* [Exercise requirements]: Below are records; count how many of their lines contain the word "controls" and give the number alone.

* [Materials provided]:
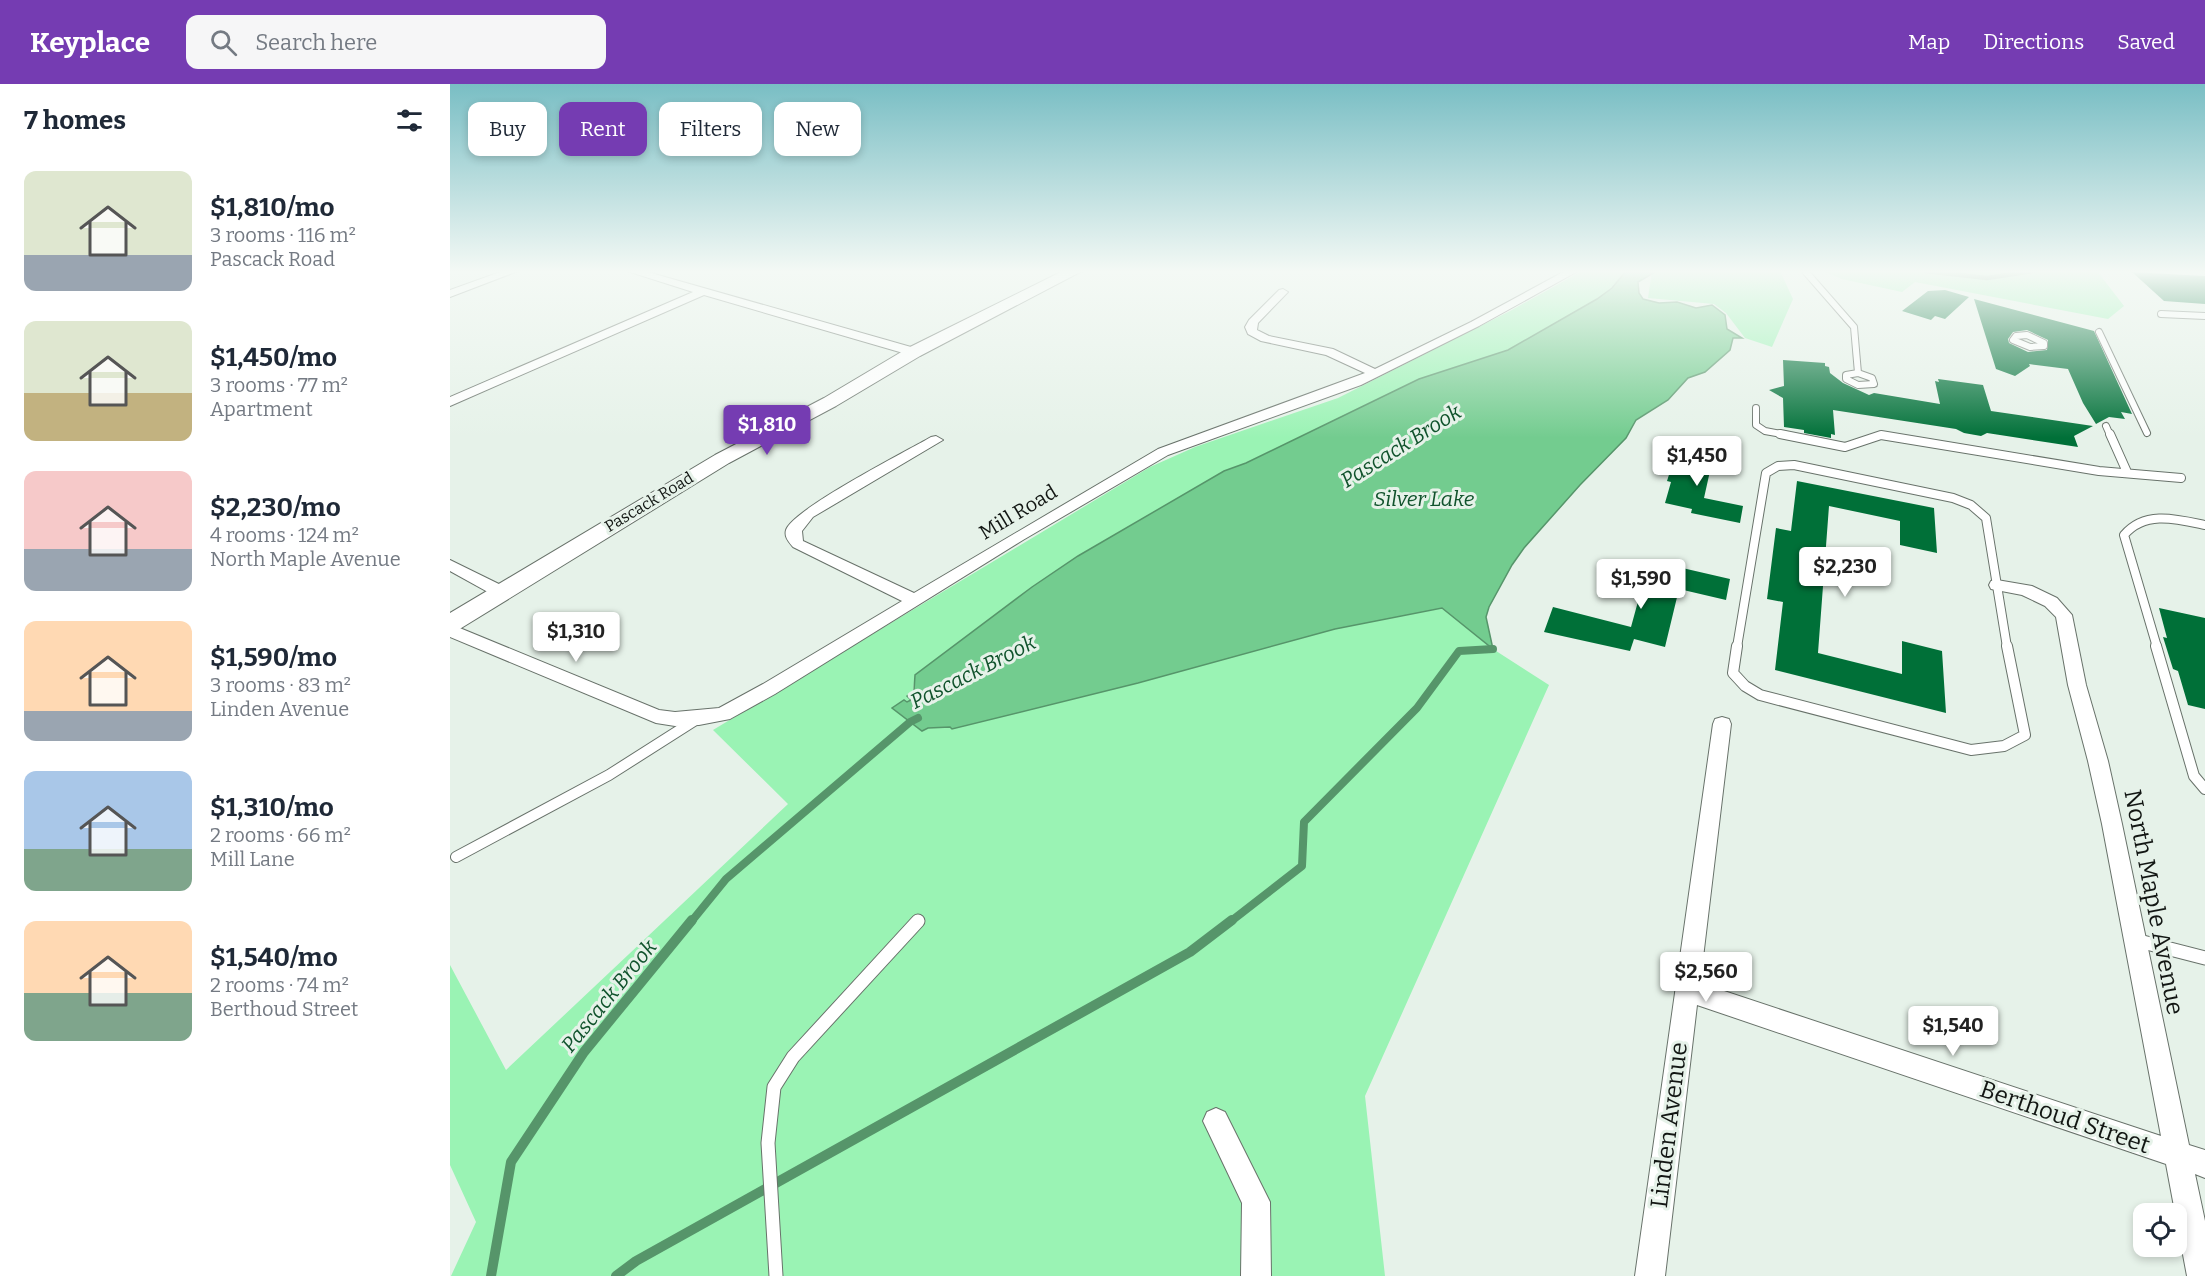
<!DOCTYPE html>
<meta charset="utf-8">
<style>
:root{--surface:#fff;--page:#f6f6f7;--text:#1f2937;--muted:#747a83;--accent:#753cb2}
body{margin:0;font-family:Bitter,serif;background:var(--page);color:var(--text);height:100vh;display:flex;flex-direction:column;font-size:22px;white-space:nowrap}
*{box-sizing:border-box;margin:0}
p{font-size:20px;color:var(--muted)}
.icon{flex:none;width:33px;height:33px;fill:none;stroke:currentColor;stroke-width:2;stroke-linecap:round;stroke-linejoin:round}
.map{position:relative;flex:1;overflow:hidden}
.side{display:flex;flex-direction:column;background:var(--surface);width:450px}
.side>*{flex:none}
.hud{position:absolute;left:18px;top:18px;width:570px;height:54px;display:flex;gap:12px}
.controls{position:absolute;left:1683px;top:1119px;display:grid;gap:12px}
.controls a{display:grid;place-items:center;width:54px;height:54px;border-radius:12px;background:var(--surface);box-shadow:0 3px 9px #0003;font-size:30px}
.price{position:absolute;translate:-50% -51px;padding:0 14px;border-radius:6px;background:#fff;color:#222;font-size:20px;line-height:39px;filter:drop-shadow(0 2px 3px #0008)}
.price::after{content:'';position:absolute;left:50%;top:36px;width:18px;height:14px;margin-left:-9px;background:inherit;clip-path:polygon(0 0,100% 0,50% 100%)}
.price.current{background:var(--accent);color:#fff}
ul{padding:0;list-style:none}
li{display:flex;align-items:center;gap:18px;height:150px;padding:0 24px}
li span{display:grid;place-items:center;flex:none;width:168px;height:120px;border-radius:12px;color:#555}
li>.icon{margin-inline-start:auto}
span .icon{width:72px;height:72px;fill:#fffc;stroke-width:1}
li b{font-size:26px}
h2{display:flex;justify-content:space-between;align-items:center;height:72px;padding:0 24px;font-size:26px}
.pill{padding:0 21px;border-radius:12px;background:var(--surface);box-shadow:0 3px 9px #0003;font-size:21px;line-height:54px}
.pill.current{background:var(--accent);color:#fff}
header{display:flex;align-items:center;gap:36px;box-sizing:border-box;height:84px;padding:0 30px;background:var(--accent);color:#fff}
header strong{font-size:28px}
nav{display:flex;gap:33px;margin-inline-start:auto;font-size:21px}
.search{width:420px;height:54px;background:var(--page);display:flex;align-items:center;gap:15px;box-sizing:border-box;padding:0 21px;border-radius:12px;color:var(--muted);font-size:22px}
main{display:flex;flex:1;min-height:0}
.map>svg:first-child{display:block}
</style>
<header>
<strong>Keyplace</strong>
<div class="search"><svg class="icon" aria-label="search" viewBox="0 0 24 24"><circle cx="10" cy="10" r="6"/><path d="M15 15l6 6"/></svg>Search here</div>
<nav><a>Map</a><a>Directions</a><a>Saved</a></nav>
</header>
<main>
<section class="side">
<h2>7 homes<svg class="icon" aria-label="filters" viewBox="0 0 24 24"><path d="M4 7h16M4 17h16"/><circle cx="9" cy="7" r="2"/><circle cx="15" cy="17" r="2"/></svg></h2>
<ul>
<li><span style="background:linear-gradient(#dfe7d0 70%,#9aa5b1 0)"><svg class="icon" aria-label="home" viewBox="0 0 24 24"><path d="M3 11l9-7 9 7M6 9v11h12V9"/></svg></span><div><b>$1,810/mo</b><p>3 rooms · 116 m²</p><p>Pascack Road</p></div></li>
<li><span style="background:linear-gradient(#dfe7d0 60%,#c2b280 0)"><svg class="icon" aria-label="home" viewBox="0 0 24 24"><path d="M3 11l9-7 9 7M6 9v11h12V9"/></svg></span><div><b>$1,450/mo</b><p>3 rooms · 77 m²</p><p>Apartment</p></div></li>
<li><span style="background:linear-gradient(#f6c9c9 65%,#9aa5b1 0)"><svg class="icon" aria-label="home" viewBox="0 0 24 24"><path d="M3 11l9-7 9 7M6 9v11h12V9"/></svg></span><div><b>$2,230/mo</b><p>4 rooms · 124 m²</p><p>North Maple Avenue</p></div></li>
<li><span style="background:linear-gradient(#ffd9b3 75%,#9aa5b1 0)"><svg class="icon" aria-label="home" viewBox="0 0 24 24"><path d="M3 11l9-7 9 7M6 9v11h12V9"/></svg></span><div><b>$1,590/mo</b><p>3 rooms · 83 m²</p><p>Linden Avenue</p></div></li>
<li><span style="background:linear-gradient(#a9c7e8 65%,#7fa58c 0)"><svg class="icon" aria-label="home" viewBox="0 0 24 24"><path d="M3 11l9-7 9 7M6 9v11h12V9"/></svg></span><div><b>$1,310/mo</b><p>2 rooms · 66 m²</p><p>Mill Lane</p></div></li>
<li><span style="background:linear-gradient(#ffd9b3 60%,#7fa58c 0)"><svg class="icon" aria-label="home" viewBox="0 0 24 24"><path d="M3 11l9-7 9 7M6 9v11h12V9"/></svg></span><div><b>$1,540/mo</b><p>2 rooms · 74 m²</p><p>Berthoud Street</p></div></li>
</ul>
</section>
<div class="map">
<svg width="1755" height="1192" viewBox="0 0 1755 1192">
<rect width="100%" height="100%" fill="#e6f2e9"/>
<path fill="#9af3b4" d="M1132,187H1176L1162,204L1147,215L1058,266L969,295L796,379L774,387L628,472L582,503L465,591L462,615L457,618L472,647L478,644L500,643L885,545L992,524L1043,565L1099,601L915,1012L935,1192H1L26,1138L0,1081V881L56,986L338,720L263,646L700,383L745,363L888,314L1060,227Z
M1202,187H1330L1343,215L1322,263L1295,254L1276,229L1264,220L1198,214Z
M1373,187H1647L1674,222L1658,235L1465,198L1452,208L1392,195Z"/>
<path fill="#73cc8f" stroke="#56956a" stroke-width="1.5" d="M1176,187H1207L1188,198L1189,209L1193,215L1209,219L1227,218L1246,224L1262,221L1275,231L1277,245L1292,254H1283L1280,266L1255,288L1238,294L1218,316L1186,336L1176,354L1130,401L1074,464L1062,481L1039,523L1036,533L1043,565L992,524L885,545L688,599L502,645L500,643L478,644L472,647L442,624L454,616L457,618L461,616L457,612L464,607L465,591L582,503L628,472L774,387L796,379L969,295L1058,266L1147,215L1162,204Z"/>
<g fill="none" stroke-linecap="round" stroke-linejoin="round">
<path stroke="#56956a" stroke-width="4.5" d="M1475,187L1537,194L1583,187"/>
<path stroke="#56956a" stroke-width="8" d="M241,838L276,795L460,638L468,634
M780,838L852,782L854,738L967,624L1009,567L1043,565"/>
<path stroke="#56956a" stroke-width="10" d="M41,1192L61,1078L134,968L242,836
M166,1192L186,1177L740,868L782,836"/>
</g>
<path fill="#007038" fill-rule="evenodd" d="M1682,188L1755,192V220L1714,217Z
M1495,206L1519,213L1495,235L1485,232L1481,236L1452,227L1478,207Z
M1524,215L1644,247L1682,330L1671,328L1675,335L1659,333L1646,340L1633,319L1618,285L1579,280L1580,282L1565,292L1546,285ZM1577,246L1598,256L1597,266L1578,268L1559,259L1558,255L1563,248Z
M1333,276L1375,279V282L1379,283L1380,289L1393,299L1419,311L1424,309L1490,320L1485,297L1489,298L1488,295L1533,301L1541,327L1643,342L1624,352L1628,363L1537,349L1531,352L1514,349L1506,345L1383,326L1385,351L1381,350V354L1354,349V346L1334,343L1333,314L1319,306L1334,302Z
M1230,363L1264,369L1254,414L1293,422L1290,439L1241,429L1242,425L1215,419L1221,398L1217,397L1224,375H1227Z
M1347,397L1484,424L1487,469L1450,461V437L1379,422L1368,569L1452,590V557L1492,567L1496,629L1325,586L1333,518L1317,515L1326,444L1341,447Z
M1198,481L1227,487L1228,483L1280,495L1276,516L1229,505L1215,563L1184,555L1180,567L1094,548L1103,523L1181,543Z
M1709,524L1755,534V625L1738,621L1728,587L1723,585L1713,553L1717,554Z"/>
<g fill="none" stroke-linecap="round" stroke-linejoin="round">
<defs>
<path id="lane-far3" d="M1355,187L1404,243L1408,289
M1711,230L1755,232
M1649,248L1697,349
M1577,251L1594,259V262L1580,263L1563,256L1566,252Z
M1408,289L1422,294L1424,300L1408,301L1396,295V291Z
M1306,324V341L1315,347L1337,351
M1656,342L1660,351
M1430,351H1434"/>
<path id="lane-far2" d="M1330,350L1395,363L1431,351L1649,387L1731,394
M1660,350L1677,388
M1287,563L1316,389L1328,382L1344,381L1503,414L1521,421L1536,434L1557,563
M1707,563L1674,451C1695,426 1727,435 1755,441"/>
<path id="lane-far1" d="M1287,562L1283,589L1295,602L1310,611L1521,666L1554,662L1575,651L1557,562
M1706,562L1744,692L1755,705
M6,773L159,691L247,635"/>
<path id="lane" d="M1685,856L1755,874
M326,1192L318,1059L324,1003L343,973L468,837"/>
<path id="street" d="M53,187H68L0,213V206Z
M177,187H194L468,265L470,268L464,272L460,271L254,211L0,322V313L243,208Z
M1115,187H1128L1029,242L911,301L718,371L573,456L325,610L280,635L249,641L225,642L206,639L0,553V540L209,626L225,628L269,624L313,600L452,517L343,463C339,458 334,453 336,446C343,425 457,367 481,353L486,352L493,356L363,433L352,447L353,457L464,509L708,365L915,289L876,271L811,257L798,250L795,243L799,236L829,206L833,205L838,208L808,239L807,246L819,252L883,265L925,285L1021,238Z
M0,476L57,504L59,508L57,512H45L0,487Z
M1547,496L1582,502L1607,514L1622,531L1636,601L1658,677L1672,740L1739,1061L1755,1066V1094L1745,1090L1755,1137V1192H1737L1716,1080L1247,921L1215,1192H1185L1263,640L1265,635L1272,633L1279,635L1281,640L1250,899L1711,1052L1652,740L1638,677L1618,601L1606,533L1595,522L1572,511L1541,505L1539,501L1541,497Z
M766,1024L775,1028L820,1118L821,1192H791L792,1119L753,1037L757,1028Z"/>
<path id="secondary" d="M613,187H632L470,272L386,322L279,379L8,546L0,548V529L265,371L374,314L458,264Z"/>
</defs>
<use href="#lane-far3" stroke="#68726a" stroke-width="8"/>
<use href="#lane-far2" stroke="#68726a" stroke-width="10"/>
<use href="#lane-far1" stroke="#68726a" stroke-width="12"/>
<use href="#lane" stroke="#68726a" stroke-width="15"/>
<use href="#street" stroke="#68726a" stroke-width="2"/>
<use href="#secondary" stroke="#68726a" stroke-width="2"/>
<use href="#lane-far3" stroke="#fff" stroke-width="6"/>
<use href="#lane-far2" stroke="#fff" stroke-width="8"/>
<use href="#lane-far1" stroke="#fff" stroke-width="10"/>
<use href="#lane" stroke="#fff" stroke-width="13"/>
<use href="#street" fill="#fff" fill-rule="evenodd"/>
<use href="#secondary" fill="#fff" fill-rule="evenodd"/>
</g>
<linearGradient id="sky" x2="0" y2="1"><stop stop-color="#79bec4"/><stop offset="0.53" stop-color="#f4f9f5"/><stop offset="1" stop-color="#f4f9f5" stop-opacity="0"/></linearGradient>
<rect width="1755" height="354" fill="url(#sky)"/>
<g text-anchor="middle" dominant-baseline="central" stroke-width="6" stroke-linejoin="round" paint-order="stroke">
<g font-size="16" fill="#121613" stroke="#e6f2e9">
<text transform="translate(199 418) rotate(-31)">Pascack Road</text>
</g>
<g font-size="20" fill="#121613" stroke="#e6f2e9">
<text transform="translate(568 428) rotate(-31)">Mill Road</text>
</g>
<g font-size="21" font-style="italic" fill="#10532c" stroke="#e6f2e9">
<text transform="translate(951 362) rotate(-32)">Pascack Brook</text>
<text x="974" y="415">Silver Lake</text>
<text transform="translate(523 588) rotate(-27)">Pascack Brook</text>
<text transform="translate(159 912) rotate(-51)">Pascack Brook</text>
</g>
<g font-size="24" fill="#121613" stroke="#e6f2e9">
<text transform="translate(1704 818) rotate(79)">North Maple Avenue</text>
<text transform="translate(1615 1033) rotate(19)">Berthoud Street</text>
<text transform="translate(1219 1041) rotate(-83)">Linden Avenue</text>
</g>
</g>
</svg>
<div class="controls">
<a><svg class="icon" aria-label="locate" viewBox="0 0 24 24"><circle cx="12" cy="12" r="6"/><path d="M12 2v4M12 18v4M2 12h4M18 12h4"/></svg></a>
</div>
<b class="price current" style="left:317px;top:372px">$1,810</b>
<b class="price" style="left:1247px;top:403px">$1,450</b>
<b class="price" style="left:1395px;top:514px">$2,230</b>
<b class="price" style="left:1191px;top:526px">$1,590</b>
<b class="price" style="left:126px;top:579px">$1,310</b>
<b class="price" style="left:1256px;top:919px">$2,560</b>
<b class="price" style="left:1503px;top:973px">$1,540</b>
<div class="hud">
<a class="pill">Buy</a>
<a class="pill current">Rent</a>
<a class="pill">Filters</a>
<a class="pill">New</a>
</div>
</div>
</main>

* [Output of the exercise]: 3